Dead zones are more scientifically called “hypoxic zones.” This refers to places where so little oxygen is dissolved in the water that marine species move on, if they’re mobile like fish, or die in place, if they’re less mobile, like oysters. Dead zones happen when agricultural runoff, wastewater or other pollutants overwhelm rivers or coastal areas. The introduced nutrients stimulate algae growth, which then decomposes in the water, a process that consumes oxygen needed by marine life. Dead zones expand and contract with the weather, covering the largest area in summer when water is warmer and oxygen levels are lower.
“The distribution of the low dissolved oxygen was unusual this summer,” said Nancy Rabalais, Louisiana State University professor and the study’s lead. “The low oxygen conditions were very close to shore with many observations showing an almost complete lack of oxygen.”
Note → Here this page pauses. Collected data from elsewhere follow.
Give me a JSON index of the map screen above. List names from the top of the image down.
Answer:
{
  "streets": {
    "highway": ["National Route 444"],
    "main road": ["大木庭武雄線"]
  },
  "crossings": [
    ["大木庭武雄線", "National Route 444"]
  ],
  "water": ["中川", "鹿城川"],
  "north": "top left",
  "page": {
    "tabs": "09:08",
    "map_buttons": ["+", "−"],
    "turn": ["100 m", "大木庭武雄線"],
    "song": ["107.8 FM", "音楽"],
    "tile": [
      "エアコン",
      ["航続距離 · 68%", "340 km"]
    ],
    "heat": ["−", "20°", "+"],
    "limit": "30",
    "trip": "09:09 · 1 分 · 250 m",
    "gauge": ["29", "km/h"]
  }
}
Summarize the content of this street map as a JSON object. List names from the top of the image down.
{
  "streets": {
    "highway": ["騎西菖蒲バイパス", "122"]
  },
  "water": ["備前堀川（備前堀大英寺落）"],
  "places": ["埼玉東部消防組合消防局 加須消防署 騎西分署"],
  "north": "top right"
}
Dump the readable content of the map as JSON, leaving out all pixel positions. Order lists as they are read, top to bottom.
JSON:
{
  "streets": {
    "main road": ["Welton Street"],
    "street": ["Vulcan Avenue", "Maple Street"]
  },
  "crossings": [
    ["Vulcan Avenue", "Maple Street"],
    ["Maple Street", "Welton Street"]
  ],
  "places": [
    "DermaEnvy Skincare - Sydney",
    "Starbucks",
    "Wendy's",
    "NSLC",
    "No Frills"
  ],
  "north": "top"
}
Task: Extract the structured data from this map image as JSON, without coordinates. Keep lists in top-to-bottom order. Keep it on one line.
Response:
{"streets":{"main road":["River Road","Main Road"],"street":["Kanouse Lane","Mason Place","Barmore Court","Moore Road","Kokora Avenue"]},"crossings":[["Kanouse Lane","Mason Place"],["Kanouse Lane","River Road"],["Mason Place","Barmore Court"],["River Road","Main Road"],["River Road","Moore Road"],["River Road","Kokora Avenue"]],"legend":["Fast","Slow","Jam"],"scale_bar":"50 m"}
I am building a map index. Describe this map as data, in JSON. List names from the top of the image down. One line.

Dead zones impact commercial fisheries, such as shrimp in the Gulf of Mexico and crabs and fish in the Pacific Northwest. Oregon has suffered from hypoxic areas every summer since 2002. Scientists said the dead zone developed earlier this year than any other time in the past 35 years. Perhaps as a result, crab fishers have found many Dungeness crab carcasses strewn on Washington and Oregon shores this year.
Fertilizer is one of the main culprits, having caused about $2.4 billion in damage to marine life and fisheries each year since 1980, according to the Union of Concerned Scientists. In 2001, state and federal agencies set a target of 1,900 square miles as the maximum five-year average for the dead zone in the Gulf. This year, the hypoxic area is about three times that size.
“Without a significant, concentrated effort to reduce nitrogen runoff from farms and livestock operations, Gulf Coast communities will continue to bear the costs of the dead zone,” said Rebecca Boehm, an economist with the Union of Concerned Scientists. “The dead zone has not meaningfully shrunk in the last 30 years, and we are no closer to the goals set by the Hypoxia Task Force. Policymakers need to rethink their strategy, or we will find ourselves back here next year with the same bad news.”